Try it:
What is the number of lines in the data that contain "xChannelSelector"? Respond with nothing else.

--------------------------------

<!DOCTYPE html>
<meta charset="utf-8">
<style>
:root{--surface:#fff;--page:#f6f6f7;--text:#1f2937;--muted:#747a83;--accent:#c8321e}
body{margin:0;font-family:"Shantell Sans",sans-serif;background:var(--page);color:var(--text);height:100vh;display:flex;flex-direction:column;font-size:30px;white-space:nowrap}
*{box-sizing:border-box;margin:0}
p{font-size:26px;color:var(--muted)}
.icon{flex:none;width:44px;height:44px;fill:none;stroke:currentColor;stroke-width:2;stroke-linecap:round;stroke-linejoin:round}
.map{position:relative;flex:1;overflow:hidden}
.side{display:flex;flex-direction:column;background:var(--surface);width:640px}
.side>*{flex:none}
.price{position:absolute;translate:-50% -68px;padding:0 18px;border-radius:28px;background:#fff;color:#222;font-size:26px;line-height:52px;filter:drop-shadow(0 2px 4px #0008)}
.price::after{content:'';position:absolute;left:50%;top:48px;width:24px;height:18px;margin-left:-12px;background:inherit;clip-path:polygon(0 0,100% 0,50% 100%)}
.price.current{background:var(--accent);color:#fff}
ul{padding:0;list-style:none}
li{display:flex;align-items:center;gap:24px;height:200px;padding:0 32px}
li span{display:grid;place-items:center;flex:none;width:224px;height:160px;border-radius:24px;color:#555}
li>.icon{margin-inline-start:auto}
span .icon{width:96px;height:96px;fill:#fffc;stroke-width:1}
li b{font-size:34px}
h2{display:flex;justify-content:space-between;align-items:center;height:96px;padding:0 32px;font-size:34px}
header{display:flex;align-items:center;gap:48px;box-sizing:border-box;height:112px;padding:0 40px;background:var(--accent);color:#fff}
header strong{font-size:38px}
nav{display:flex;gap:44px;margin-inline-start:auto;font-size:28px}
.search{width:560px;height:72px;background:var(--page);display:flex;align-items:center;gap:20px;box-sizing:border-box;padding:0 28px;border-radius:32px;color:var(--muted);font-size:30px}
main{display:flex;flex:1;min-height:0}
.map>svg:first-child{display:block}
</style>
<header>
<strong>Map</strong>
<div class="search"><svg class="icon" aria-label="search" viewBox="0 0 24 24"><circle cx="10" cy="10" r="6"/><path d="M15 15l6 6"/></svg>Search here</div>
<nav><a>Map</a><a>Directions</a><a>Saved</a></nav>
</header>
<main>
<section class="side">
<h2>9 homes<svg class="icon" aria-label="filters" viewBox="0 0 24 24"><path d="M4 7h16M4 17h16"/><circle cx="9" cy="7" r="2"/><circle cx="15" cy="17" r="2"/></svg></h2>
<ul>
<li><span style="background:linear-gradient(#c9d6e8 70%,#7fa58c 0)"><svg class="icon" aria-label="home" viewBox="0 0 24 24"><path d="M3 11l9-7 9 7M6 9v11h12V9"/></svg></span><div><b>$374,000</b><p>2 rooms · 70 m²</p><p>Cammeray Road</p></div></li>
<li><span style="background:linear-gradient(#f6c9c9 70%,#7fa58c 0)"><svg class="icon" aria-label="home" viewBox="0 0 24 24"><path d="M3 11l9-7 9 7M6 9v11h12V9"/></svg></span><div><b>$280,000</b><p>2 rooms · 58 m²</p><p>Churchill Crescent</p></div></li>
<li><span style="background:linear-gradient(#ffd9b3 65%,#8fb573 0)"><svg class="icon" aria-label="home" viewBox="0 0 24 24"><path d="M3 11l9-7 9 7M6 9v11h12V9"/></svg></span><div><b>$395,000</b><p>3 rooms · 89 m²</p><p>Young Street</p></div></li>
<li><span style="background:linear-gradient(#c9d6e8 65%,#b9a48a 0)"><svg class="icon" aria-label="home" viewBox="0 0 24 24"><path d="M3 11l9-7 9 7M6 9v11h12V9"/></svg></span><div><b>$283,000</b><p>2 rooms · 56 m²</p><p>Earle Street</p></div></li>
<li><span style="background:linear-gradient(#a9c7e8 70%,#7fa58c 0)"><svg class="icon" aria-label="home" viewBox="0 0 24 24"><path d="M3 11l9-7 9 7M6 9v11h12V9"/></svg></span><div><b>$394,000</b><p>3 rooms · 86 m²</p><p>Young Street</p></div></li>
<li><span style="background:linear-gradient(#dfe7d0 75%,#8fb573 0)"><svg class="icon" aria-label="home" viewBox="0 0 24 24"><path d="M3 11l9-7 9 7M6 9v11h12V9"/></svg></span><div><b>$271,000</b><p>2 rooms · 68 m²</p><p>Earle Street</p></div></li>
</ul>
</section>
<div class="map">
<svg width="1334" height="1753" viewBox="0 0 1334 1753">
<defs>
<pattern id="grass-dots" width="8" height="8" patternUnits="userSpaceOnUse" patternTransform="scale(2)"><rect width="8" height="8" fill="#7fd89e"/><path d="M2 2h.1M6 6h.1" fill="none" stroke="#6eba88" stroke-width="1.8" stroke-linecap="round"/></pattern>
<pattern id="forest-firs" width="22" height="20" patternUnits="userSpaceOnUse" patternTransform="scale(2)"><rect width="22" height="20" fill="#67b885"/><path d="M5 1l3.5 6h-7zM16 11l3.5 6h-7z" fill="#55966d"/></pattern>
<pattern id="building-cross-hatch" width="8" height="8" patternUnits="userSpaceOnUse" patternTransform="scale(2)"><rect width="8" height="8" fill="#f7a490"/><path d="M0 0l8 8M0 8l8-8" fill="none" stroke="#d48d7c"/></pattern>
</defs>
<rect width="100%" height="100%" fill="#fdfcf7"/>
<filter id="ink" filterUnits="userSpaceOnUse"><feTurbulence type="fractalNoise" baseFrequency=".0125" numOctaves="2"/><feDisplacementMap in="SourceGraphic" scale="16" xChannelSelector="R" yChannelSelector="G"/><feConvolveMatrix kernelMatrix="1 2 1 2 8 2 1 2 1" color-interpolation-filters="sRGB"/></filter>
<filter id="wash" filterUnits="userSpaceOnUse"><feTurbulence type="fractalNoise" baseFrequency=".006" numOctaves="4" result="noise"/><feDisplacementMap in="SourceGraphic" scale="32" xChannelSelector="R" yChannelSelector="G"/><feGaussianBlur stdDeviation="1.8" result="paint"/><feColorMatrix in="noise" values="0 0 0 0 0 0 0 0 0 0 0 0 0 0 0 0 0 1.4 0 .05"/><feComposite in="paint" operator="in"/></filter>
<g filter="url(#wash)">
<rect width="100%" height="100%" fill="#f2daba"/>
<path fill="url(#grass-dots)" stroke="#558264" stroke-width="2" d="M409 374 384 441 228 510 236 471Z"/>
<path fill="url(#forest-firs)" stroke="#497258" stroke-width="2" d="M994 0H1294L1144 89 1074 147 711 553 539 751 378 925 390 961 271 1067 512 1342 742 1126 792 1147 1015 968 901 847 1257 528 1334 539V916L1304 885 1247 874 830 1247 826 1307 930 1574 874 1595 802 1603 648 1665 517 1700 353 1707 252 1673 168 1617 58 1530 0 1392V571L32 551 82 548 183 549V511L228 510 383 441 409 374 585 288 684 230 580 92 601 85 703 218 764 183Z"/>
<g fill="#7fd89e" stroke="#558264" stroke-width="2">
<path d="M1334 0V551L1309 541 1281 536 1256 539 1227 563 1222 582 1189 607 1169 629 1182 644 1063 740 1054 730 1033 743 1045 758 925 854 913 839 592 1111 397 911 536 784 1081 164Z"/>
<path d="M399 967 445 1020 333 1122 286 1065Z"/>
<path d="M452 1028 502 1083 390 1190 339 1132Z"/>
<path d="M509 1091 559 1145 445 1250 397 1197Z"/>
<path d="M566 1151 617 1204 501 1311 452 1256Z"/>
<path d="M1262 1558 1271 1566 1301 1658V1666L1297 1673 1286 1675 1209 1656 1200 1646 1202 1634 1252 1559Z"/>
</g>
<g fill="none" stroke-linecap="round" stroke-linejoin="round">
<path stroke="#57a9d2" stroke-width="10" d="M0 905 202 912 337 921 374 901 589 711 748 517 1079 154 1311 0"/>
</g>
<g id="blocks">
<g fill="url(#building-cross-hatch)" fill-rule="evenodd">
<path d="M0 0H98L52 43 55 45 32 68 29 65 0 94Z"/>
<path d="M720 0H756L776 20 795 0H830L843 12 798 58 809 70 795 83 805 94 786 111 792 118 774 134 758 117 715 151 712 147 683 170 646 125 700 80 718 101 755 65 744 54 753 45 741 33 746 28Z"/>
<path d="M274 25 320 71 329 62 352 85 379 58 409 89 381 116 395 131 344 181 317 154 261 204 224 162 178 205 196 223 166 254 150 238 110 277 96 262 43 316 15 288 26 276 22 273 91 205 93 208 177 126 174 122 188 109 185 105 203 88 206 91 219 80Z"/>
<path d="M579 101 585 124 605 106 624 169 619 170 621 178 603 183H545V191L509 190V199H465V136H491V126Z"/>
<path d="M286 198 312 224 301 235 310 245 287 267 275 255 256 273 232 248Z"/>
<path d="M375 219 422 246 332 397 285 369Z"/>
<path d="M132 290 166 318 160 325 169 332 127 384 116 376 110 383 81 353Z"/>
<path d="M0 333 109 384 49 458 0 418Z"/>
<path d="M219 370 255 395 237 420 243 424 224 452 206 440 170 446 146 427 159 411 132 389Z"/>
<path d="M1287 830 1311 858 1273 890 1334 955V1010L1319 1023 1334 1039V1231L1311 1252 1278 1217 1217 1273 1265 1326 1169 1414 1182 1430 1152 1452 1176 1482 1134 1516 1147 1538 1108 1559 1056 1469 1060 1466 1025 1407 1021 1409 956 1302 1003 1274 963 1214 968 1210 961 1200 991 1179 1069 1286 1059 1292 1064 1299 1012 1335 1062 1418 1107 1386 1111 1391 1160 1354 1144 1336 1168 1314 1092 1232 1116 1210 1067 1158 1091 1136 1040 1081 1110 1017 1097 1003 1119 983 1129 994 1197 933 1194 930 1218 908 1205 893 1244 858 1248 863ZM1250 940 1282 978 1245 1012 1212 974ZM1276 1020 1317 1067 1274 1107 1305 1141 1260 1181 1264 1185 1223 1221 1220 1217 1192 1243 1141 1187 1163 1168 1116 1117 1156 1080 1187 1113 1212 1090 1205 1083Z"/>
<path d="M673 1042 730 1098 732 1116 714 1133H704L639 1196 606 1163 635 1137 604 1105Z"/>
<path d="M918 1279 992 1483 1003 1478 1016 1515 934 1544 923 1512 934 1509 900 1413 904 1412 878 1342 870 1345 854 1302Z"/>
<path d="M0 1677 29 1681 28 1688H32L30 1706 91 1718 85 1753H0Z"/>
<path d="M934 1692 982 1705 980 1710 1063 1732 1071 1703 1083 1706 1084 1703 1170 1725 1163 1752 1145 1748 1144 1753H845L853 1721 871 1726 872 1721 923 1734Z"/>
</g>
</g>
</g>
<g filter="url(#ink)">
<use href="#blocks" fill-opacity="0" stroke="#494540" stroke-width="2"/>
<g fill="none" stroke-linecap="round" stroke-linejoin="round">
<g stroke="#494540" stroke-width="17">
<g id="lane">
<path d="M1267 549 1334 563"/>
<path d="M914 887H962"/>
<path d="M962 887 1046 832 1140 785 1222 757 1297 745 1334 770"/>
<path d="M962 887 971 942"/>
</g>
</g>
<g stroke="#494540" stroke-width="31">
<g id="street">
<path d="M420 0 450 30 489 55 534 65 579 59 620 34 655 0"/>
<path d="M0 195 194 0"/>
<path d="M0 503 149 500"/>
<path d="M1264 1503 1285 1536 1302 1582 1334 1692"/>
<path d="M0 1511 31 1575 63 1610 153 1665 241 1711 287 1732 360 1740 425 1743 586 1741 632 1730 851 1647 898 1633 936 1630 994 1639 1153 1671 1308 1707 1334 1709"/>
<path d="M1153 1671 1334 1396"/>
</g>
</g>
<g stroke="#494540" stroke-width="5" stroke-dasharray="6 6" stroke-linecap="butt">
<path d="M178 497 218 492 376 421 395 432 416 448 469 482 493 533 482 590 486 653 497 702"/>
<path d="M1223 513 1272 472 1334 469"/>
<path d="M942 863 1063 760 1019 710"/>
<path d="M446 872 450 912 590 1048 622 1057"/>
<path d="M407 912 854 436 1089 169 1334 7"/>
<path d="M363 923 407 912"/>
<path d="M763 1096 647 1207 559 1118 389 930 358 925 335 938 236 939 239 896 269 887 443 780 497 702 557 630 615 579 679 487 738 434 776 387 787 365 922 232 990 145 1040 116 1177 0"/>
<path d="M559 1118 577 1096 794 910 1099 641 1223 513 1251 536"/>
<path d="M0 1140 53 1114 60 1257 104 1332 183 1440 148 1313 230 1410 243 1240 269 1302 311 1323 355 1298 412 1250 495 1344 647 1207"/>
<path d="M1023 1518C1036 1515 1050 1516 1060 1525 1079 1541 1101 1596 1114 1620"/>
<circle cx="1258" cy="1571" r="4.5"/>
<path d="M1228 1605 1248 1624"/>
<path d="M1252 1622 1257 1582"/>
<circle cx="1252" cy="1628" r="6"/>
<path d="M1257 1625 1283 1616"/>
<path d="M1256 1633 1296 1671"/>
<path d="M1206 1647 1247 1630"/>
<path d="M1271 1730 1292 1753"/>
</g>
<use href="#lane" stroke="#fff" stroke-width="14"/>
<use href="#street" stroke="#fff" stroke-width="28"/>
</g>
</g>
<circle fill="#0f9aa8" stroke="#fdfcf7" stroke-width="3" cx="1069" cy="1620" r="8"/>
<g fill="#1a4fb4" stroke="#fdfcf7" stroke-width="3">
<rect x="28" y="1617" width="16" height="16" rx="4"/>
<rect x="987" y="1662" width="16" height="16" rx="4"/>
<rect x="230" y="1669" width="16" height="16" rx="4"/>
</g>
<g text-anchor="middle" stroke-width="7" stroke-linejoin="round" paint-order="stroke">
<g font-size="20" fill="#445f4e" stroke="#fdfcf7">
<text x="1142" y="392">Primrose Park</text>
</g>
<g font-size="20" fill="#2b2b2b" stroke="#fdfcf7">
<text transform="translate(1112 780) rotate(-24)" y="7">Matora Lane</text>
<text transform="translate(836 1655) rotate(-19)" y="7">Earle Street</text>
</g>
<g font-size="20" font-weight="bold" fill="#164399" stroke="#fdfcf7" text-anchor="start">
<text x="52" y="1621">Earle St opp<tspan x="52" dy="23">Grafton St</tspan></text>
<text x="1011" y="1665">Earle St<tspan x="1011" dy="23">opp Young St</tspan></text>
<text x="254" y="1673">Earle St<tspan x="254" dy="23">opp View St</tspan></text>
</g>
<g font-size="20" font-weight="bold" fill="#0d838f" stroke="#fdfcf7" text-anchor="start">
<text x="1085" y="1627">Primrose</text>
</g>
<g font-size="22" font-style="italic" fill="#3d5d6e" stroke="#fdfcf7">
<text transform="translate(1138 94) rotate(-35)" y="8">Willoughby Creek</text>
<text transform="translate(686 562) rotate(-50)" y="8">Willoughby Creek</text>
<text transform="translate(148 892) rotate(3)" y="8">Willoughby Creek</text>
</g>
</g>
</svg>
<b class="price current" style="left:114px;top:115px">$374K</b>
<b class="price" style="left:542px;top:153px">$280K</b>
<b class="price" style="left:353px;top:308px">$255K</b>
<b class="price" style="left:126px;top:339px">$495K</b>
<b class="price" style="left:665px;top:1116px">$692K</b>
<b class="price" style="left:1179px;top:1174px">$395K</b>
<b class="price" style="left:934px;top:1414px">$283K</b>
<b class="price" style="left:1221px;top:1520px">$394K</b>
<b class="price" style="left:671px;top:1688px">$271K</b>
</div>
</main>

--------------------------------

Written reply:
2